Here's what I don't understand about the Florida Elections Commission investigation of Stacy Ritter: Why weren't there more charges?
As I reported yesterday, four of the charges against Ritter pertain to reimbursements made by her 2008 campaign to her lobbyist husband, Russ Klenet, for expensive dinners at fancy restaurants and trips to casinos and at least one hotel.
But the charges really have nothing to do with Klenet's $300 dinners (more on that later). They solely pertain to the fact that Ritter, who served as her own campaign treasurer, was required by law to report the reason for the reimbursements. On all four, the purpose listed as the reason for the expense was "Fully Receipted Rmbrs Exp." Here, by the way, is a link to the FEC staff recommendation report.
(If the reimbursements are fraudulent, it's a whole new ballgame with very serious criminal ramifications.)
Basically, the FEC has determined that "Fully Receipted Rmbrs Exp." is unlawfully vague in describing a campaign expenditure. What's interesting is that the FEC chose to charge Ritter only four times when there were at least 11 times that her campaign used the notation "Fully Receipted Rmbrs Exp." for substantial checks. At least three of those occasions included hefty checks made to Ritter herself. Ritter received $5,347.33 in three checks from her campaign in that fashion. There may be more, but for some reason, the Broward Supervisor of Elections Office website is missing several campaign reports from Ritter's 2008 campaign.
I am trying to find answers as to why the state didn't charge Ritter for all 11 instances. I'd also like to see those receipts, since the ones pertaining to her husband were so interesting.
Speaking of which, Klenet got on the Pulp yesterday to explain some things. Inside we look at his explanation for what looks on its face like an egregious abuse of his wife's campaign coffers.
Klenet wrote in the comments field yesterday:
Sorry Bob, but each expenditure was backed up with a receipt. all were for legitimate campaign functions, fundraisers, volunteer events and the like. The casino you refer to was a dinner at the restaurant at the Isle with campaign staff and research team. I provided the receipt for the event and reimbursed myself as is perfectly allowed. The FEC indicated that instead of attaching the receipts and listing them collectively, they should have been listed individually. Thats all.
Russ, and I feel comfortable calling you that since we're now on a first-name basis, that's a good start. But it's not enough. Here are some more questions we'll need answering:
-- You and your wife submitted receipts to the FEC for an $895 reimbursed check you received that investigators determined didn't have anything to do with the expenditure. How do you explain that?

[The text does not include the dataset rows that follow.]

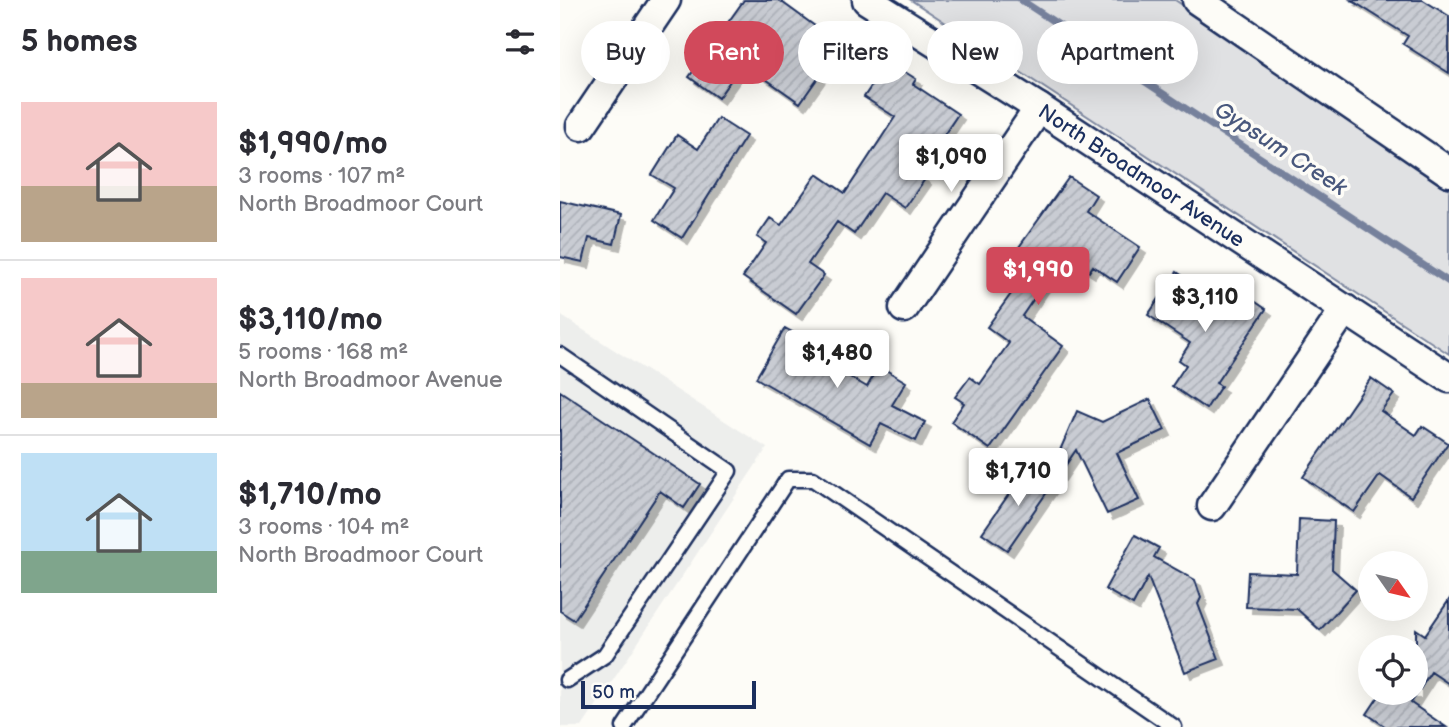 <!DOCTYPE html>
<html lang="en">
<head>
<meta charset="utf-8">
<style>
  body { margin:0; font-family:"Balsamiq Sans",sans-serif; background:#f2f2f3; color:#2b2b33; height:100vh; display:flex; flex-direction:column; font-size:26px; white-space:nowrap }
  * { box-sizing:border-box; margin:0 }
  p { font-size:23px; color:#7c7c81 }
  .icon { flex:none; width:38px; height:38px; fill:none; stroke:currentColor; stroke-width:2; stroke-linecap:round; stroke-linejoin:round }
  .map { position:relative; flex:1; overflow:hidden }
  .side { display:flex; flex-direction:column; background:#fff; width:560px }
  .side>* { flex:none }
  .banner { position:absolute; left:21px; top:21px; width:665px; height:63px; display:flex; gap:14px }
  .needle { width:46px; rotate:124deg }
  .fabs { position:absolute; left:798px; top:551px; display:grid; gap:14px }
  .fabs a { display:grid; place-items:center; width:70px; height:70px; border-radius:50%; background:#fff; box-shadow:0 7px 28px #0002; font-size:35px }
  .scale { position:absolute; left:21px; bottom:18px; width:175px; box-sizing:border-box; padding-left:7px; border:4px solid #1b2f5e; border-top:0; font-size:19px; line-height:24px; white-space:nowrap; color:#1b2f5e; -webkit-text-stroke:5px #fdfcf7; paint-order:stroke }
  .price { position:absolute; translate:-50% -60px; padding:0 16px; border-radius:7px; background:#fff; color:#222; font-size:23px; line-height:46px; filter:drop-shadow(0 2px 4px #0008) }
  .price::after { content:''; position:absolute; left:50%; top:42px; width:21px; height:16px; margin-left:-10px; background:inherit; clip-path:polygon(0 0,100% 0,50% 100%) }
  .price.on { background:#d1495b; color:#fff }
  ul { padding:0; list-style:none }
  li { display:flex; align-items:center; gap:21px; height:175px; padding:0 21px }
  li+li { border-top:2px solid #e1e1e2 }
  li span { display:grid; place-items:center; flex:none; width:196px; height:140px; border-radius:0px; color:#555 }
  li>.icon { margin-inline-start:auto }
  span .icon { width:84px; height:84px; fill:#fffc; stroke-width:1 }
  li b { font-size:30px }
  h2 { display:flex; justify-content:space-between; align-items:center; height:84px; padding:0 21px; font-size:30px }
  .tag { padding:0 24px; border-radius:32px; background:#fff; box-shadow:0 7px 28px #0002; font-size:24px; line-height:63px }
  .tag.on { background:#d1495b; color:#fff }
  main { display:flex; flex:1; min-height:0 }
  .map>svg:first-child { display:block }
  .built { fill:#edeeec }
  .grass { fill:#e0e1e3; stroke:#7e88a0; stroke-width:2 }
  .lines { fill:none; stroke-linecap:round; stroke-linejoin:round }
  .stream { stroke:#76819c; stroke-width:7 }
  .building { fill:url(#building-hatch); stroke:#1b2f5e; stroke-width:2; filter:url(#shadow) }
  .lane-casing { stroke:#1b2f5e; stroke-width:19 }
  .street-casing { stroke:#1b2f5e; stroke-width:33 }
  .lane { stroke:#fdfcf7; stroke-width:14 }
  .street { stroke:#fdfcf7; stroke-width:28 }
  .labels { text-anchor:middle; stroke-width:7; stroke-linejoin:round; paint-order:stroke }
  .street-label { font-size:21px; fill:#1b2f5e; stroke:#fdfcf7 }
  .water-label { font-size:23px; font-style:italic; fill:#49587d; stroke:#fdfcf7 }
</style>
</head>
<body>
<main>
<section class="side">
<h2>5 homes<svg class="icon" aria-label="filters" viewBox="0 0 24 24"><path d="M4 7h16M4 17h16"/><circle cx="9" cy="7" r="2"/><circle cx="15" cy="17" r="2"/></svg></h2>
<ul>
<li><span style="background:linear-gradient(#f6c9c9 60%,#b9a48a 0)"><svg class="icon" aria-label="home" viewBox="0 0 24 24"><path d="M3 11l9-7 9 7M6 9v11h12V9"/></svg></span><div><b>$1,990/mo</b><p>3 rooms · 107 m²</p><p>North Broadmoor Court</p></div></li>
<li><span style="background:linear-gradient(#f6c9c9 75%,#b9a48a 0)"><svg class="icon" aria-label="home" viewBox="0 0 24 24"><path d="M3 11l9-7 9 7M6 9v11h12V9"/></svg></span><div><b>$3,110/mo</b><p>5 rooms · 168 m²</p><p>North Broadmoor Avenue</p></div></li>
<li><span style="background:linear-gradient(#bfe0f5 70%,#7fa58c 0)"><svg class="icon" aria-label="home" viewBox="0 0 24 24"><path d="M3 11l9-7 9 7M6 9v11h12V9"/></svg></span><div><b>$1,710/mo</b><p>3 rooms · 104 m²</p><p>North Broadmoor Court</p></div></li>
</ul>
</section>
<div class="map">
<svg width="889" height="727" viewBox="0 0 889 727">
  <defs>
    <pattern id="building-hatch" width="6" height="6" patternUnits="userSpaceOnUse" patternTransform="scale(1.75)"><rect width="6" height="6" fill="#c9ccd3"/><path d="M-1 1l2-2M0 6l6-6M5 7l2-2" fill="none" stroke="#acb0b8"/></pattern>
    <filter id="shadow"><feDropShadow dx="6" dy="6" stdDeviation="0" flood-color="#0004"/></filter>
  </defs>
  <rect width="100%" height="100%" fill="#fdfcf7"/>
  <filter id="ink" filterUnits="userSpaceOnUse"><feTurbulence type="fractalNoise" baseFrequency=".0143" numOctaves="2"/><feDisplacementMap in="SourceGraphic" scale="14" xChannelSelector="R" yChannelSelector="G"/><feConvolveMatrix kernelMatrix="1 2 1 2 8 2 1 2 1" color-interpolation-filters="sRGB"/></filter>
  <g filter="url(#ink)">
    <path class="built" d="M0 315 207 448 22 727H0Z"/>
    <path class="grass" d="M351 0H615L889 186V354Z"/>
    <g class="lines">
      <path class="stream" d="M461 0 889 282"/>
    </g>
    <path class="building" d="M184 0H219L281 45 240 103 183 63 158 98 129 77Z
      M791 0H863L889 16V73L843 44 848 36Z
      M328 61 356 79 353 84 398 114 358 174 365 179 345 208 322 193 294 234 277 222 248 264 264 275 236 314 183 277 206 243 197 237 210 218 221 225 257 174 285 193 335 117 304 97Z
      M158 118 186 136 122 238 94 220 114 188 92 175 117 135 138 149Z
      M509 177 536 195 526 211 580 247 557 282 533 266 529 272 510 260 496 279 490 275 462 316 503 346 430 449 391 422 404 403 395 397 410 377 420 384 449 343 427 327 456 287 439 275Z
      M0 201 61 215 54 244 29 238 23 262 0 257Z
      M617 272 670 308 681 292 706 309 656 383 661 386 646 409 612 386 626 365 619 360 630 343 588 315Z
      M225 328 264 350 259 359 307 387 319 366 346 382 332 405 365 422 356 441 321 424 310 444 196 378Z
      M811 378 834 394 821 411 856 435 862 426 888 443 851 497 820 475 794 512 743 477Z
      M0 391 140 484 124 508 100 491 14 620 0 611Z
      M590 399 605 430 557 453 579 500 547 514 516 450 499 475 491 471 517 411 542 422Z
      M469 465 494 482 447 550 422 533Z
      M739 519 774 521 772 569 796 590 760 630 737 609 686 607 688 572 737 574Z
      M575 535 599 548 594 557 635 580 641 598 638 604 659 659 625 672 588 577 573 605 545 589Z
      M889 600V684L871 672 851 703 886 727H826L807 714 821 693H856V629L865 635Z"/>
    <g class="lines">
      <g class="lane-casing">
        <path id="lane" d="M0 355 169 471 45 655 7 680
          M64 727 228 479H253L614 727"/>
      </g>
      <g class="street-casing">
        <g id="street">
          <path id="s1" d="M307 0 479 108 889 378"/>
          <path d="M637 0 889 172"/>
          <path d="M21 126 106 0"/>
          <path d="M344 308 479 108"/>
          <path d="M652 506 785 309"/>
        </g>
      </g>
      <use href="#lane" class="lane"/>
      <use href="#street" class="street"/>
    </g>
  </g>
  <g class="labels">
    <g class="street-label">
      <text dy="7" stroke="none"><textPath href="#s1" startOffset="326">North Broadmoor Avenue</textPath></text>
    </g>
    <g class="water-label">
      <text transform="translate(721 148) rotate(33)" y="8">Gypsum Creek</text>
    </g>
  </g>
</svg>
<div class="fabs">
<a><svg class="needle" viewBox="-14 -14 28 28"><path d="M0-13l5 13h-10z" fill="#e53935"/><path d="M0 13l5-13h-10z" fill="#7c7c81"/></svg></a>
<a><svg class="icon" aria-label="locate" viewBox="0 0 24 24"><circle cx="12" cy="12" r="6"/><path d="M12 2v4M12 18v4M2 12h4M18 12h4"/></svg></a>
</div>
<div class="scale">50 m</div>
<b class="price" style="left:391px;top:194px">$1,090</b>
<b class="price on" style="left:478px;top:307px">$1,990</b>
<b class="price" style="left:645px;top:334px">$3,110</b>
<b class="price" style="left:277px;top:390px">$1,480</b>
<b class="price" style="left:458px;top:508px">$1,710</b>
<div class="banner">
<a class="tag">Buy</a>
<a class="tag on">Rent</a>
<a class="tag">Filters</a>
<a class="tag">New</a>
<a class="tag">Apartment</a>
</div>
</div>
</main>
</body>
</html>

-- If you look at the other three reimbursement checks paid to you that were actually investigated by the FEC, they total $4,453.28. You sent in a total of 13 receipts to substantiate these expenses. That averages to $342 apiece. If you look at the expensive places you frequented -- Jackson's Steakhouse, Cafe Bella Sera, the Pillars Hotel at New River Sound -- that would seem to cover, on average, yourself and another person or two. For instance, we know that one receipt was a $332.72 dinner at Jackson's in October 2007. It almost hits the average exactly. Can you tell us who was present at that particular campaign event? Was your wife there? Who else was entertained?
-- Once you have answered the questions regarding that particular dinner at Jackson's Steakhouse, do it for the other dozen dinners, including the ones at the Pompano casino.
-- The illegible receipts are suspicious on their face. Can you explain them?
-- What are you doing involved in your wife's campaign at all? You both promised that you wouldn't lobby the County Commission after she was elected in 2006 because it would present a conflict of interest. Obviously you would support her as a husband, but why would you be sitting at fancy dinners on her campaign expenses? Did any of these dinners involve any of your clients?
-- Why so fancy? Most political functions are held at more modest locations, maybe a Quarterdeck. You went to some of the finest places in town. Also, please tell us the vintage and year of all wine you purchased on the campaign account.
-- In addition to the reimbursements the FEC included on the report, you received about $9,000 more from her campaign account. Can you provide us receipts for those expenditures as well?
-- Lastly, did you or Stacy ever give your close friend Ken Keechl, with whom you share a love of wine, advice on how to spend campaign money? Some of the similarities are striking.
That's enough for round two. Later we'll get to some questions about the infamous golf cart.